"Yet I have found the work engrossing, because the need of a book of the kind which makes it easy for the teacher to bring his pupils ahead more rapidly and intelligently by giving him an oversight of the entire teaching-material of the violin and under clear, practical heads in detail order of progression is making itself more urgently felt every day. In classification (there are seven grades and a preparatory grade), I have not chosen an easier and conventional plan of general consideration of difficulties; but have followed a more systematic scheme, one more closely related to the study of the instrument itself. Thus, my 'Preparatory Grade' contains only material which could be advantageously used with children and beginners, those still struggling with the simplest elementary problems—correct drawing of the bow across the open strings, in a certain rhythmic order, and the first use of the fingers. And throughout the grades are special sub-sections for special difficulties, special technical and other problems. In short, I cannot help but feel that I have compiled a real guide, one with a definite educational value, and not a catalogue, masquerading as a violinistic Baedeker.

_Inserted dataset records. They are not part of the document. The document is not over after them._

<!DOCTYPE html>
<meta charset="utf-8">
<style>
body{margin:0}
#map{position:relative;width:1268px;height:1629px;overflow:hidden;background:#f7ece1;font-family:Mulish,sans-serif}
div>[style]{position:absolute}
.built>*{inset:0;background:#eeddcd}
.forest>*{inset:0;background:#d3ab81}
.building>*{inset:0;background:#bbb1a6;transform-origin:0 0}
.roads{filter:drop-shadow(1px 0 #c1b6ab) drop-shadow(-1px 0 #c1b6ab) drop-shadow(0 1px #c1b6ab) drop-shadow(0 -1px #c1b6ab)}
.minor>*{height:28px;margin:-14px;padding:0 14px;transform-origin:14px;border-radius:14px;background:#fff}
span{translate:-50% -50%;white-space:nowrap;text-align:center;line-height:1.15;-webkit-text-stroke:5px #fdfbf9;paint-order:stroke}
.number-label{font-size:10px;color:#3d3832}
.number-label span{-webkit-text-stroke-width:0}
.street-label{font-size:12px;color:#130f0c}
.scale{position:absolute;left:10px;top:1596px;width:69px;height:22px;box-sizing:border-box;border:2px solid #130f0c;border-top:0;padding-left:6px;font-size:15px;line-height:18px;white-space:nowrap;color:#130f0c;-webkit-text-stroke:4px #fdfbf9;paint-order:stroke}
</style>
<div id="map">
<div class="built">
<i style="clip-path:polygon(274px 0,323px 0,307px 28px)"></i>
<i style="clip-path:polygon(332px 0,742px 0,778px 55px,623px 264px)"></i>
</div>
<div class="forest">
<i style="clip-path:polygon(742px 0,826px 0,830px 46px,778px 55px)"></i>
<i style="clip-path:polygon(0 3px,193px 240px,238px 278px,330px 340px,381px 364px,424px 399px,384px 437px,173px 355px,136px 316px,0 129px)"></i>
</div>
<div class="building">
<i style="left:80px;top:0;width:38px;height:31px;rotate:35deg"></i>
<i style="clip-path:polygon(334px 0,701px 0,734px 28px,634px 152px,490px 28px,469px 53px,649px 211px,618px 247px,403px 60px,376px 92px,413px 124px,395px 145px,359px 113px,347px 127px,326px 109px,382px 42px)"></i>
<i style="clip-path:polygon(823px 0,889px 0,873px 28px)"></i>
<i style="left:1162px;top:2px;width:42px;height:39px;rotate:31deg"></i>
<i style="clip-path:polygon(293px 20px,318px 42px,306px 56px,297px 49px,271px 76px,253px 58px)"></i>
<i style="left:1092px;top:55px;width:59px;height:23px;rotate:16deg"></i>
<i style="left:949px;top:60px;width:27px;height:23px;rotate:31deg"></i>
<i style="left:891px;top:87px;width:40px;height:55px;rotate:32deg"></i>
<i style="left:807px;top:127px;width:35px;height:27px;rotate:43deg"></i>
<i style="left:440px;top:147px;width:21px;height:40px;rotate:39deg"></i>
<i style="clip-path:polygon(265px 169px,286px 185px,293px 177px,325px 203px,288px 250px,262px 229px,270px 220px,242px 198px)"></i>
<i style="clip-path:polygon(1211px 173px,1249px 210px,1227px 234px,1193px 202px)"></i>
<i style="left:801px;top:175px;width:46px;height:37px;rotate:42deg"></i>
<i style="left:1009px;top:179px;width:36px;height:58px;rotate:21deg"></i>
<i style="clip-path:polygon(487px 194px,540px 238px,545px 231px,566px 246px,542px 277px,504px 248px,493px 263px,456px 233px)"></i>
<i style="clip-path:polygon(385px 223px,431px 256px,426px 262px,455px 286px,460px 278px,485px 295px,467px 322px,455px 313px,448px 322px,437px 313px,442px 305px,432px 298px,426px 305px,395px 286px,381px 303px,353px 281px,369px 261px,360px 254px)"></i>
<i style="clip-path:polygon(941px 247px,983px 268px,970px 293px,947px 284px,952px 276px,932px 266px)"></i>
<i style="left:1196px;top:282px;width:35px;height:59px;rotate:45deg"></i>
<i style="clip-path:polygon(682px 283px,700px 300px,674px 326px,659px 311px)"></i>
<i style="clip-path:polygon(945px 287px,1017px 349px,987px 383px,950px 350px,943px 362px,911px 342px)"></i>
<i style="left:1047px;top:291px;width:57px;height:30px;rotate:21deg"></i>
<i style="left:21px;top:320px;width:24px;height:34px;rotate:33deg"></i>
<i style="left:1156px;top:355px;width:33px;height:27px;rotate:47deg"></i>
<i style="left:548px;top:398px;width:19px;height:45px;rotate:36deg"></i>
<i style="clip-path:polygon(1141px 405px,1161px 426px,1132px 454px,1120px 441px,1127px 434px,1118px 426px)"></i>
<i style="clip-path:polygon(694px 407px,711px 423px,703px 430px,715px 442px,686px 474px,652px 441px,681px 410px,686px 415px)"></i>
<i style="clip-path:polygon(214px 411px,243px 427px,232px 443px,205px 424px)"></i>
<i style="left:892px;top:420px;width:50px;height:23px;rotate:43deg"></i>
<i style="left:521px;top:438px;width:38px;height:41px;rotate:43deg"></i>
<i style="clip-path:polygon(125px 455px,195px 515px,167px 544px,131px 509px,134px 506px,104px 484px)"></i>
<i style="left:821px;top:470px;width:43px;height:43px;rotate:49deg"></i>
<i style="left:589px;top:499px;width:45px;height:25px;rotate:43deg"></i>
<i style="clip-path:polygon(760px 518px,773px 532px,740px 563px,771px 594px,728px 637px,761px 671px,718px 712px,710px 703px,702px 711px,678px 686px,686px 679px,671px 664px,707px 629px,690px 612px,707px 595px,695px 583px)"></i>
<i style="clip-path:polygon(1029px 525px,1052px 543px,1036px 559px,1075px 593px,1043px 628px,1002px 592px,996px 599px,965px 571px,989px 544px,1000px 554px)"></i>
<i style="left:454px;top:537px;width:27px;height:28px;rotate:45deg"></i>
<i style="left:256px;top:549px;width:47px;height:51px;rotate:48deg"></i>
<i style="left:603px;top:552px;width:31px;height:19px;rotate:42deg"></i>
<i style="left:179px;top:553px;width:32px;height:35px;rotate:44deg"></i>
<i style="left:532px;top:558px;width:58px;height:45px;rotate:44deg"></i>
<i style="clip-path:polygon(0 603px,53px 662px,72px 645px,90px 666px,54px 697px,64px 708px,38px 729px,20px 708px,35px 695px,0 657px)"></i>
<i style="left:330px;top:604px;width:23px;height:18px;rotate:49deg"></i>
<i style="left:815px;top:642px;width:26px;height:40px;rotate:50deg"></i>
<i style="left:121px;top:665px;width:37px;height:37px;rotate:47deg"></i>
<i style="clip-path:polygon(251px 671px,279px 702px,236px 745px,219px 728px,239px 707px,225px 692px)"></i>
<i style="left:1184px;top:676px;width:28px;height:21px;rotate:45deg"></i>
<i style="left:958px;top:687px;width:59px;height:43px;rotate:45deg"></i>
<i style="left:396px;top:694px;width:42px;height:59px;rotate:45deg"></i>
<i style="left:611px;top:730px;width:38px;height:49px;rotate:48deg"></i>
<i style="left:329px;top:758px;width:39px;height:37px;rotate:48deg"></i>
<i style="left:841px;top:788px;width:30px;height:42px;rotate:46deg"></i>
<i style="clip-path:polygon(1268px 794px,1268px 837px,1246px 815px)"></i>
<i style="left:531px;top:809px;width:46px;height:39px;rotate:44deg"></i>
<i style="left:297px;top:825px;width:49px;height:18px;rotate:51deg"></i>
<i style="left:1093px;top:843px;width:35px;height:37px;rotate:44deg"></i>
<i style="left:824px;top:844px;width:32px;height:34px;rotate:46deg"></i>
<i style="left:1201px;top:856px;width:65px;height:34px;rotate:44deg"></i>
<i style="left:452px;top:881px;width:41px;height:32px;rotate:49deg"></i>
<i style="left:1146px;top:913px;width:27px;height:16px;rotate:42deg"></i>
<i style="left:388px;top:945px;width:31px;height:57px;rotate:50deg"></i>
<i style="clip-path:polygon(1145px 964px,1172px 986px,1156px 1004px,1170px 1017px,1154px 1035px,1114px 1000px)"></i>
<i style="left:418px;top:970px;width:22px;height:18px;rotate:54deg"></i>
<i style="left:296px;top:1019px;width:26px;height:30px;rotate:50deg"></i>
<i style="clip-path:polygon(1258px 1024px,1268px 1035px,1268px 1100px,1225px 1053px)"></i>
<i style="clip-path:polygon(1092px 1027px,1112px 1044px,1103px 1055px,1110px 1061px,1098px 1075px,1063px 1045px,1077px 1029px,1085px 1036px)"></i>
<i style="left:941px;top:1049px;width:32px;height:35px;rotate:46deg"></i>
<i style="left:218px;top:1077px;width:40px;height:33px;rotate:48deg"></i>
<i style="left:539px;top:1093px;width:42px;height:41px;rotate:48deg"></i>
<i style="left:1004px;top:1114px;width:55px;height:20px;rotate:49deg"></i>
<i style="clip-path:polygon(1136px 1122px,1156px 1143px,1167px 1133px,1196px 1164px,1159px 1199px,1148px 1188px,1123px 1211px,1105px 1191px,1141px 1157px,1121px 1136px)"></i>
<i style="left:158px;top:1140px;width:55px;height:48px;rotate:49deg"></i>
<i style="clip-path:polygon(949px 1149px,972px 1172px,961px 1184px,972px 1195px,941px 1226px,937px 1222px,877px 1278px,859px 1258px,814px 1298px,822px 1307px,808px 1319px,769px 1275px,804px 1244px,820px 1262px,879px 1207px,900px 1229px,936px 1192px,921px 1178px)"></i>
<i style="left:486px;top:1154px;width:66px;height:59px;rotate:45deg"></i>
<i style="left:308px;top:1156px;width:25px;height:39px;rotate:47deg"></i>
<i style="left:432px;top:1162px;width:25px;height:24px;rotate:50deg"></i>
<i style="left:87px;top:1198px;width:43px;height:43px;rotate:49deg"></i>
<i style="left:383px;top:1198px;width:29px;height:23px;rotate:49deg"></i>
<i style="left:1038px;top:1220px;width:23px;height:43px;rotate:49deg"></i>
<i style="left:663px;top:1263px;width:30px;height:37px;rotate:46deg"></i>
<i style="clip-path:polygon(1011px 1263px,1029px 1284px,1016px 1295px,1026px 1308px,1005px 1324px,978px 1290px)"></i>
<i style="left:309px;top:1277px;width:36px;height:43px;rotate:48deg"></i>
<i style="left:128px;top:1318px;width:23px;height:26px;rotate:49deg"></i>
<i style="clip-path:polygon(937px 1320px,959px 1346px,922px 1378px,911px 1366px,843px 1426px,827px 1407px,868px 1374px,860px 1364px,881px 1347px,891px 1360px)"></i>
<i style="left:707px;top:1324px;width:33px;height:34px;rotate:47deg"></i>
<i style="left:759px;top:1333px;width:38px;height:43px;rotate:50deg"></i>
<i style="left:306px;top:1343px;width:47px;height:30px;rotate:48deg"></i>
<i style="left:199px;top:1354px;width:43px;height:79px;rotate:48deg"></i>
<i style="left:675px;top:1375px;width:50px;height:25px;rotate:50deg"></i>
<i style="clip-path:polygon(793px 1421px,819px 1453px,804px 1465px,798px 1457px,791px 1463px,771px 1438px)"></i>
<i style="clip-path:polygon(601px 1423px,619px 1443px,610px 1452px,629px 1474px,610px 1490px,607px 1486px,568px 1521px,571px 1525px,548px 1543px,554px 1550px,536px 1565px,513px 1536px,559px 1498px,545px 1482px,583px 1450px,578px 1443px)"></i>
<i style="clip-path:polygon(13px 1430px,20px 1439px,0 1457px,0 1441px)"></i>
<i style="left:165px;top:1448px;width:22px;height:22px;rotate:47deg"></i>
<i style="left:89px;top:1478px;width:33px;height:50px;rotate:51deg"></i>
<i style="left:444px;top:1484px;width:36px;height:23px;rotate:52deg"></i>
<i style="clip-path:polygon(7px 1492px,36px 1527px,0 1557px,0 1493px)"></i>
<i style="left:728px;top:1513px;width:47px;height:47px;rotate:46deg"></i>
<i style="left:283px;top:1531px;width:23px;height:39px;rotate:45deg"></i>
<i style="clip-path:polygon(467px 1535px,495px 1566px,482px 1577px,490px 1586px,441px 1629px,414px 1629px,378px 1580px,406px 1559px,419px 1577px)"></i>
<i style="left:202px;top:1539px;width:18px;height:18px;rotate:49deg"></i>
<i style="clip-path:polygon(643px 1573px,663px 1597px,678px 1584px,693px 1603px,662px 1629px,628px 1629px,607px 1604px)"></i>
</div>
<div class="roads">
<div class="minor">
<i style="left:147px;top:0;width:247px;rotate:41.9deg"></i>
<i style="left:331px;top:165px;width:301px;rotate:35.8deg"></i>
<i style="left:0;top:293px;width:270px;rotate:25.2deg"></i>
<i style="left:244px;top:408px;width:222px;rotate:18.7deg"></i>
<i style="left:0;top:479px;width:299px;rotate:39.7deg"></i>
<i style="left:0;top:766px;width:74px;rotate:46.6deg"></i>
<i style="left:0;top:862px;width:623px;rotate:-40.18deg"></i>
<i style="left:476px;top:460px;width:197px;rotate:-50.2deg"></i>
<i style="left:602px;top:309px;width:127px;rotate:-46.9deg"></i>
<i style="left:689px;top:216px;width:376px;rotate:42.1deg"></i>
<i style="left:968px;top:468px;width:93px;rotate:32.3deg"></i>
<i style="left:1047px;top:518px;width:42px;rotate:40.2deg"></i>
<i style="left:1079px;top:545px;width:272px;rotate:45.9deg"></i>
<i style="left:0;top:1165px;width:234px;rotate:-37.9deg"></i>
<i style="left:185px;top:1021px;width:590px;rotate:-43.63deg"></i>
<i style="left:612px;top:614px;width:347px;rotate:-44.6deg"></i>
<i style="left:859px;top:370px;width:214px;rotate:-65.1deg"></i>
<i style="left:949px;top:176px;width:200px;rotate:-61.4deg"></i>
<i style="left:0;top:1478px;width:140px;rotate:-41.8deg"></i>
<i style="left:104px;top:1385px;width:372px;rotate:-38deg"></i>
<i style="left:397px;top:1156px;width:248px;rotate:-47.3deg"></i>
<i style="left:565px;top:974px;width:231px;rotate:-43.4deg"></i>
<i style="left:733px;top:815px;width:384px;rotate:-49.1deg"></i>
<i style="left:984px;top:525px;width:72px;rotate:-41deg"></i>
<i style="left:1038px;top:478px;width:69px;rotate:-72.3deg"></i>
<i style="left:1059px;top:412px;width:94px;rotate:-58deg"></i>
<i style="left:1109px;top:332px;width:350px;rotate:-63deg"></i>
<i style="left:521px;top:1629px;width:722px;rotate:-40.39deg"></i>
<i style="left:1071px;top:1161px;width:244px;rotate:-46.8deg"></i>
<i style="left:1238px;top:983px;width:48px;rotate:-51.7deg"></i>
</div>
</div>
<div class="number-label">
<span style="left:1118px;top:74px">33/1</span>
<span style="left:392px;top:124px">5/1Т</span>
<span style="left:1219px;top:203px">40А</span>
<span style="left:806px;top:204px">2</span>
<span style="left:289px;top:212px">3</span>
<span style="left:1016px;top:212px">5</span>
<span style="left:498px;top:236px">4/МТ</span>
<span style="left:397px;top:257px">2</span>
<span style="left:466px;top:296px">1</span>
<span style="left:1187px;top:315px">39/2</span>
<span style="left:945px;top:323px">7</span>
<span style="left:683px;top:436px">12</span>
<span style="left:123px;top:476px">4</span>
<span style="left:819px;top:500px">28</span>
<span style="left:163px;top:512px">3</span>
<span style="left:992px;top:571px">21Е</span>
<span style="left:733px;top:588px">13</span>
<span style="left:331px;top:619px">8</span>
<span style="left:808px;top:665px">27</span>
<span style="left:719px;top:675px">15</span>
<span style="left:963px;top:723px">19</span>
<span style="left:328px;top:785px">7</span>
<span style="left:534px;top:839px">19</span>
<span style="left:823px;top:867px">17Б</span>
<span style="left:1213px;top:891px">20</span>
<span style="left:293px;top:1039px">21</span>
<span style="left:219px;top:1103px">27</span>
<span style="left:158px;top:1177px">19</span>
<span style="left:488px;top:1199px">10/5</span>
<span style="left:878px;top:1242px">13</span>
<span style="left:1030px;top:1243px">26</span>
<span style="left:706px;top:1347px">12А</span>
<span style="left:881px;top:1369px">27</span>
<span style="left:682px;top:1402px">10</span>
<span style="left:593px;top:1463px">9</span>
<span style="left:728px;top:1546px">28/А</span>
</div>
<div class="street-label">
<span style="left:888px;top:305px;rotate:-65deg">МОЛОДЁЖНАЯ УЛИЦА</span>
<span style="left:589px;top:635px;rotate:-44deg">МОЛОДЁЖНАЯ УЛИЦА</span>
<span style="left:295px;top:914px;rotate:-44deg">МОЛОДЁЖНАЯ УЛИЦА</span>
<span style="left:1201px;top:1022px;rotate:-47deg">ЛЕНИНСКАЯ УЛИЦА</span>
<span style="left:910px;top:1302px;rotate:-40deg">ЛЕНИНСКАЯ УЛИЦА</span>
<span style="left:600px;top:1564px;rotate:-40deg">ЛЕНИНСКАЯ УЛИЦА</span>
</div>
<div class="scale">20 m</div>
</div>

VIOLIN EDITIONS "MADE IN AMERICA"

"One of the most significant features of the violin guide I have mentioned is, perhaps, the fact that its contents largely cover the whole range of violin literature in American editions. There was a time, years ago, when 'made in Germany' was accepted as a certificate of editorial excellence and mechanical perfection. Those days have long since passed, and the American edition has come into its own. It has reached a point of development where it is of far more practical and musically stimulating value than any European edition. For American editions of violin music do not take so much for granted! They reflect in the highest degree the needs of students and players in smaller places throughout the country, and where teachers are rare or non-existent they do much to supply instruction by meticulous regard for all detail of fingering, bowing, phrasing, expression, by insisting in explanatory annotation on the correct presentation of authoritative teaching ideas and principles. In a broader sense 'Violin Mastery' knows no nationality; but yet we associate the famous artists of the day with individual and distinctively national trends of development and 'schools.' In this connection I am convinced that one result of this great war of world liberation we have waged, one by-product of the triumph of the democratic truth, will be a notably 'American' ideal of 'Violin Mastery,' in the musical as well as the technical sense. And in the development of this ideal I do not think it is too much to claim that American editions of violin music, and those who are responsible for them, will have done their part."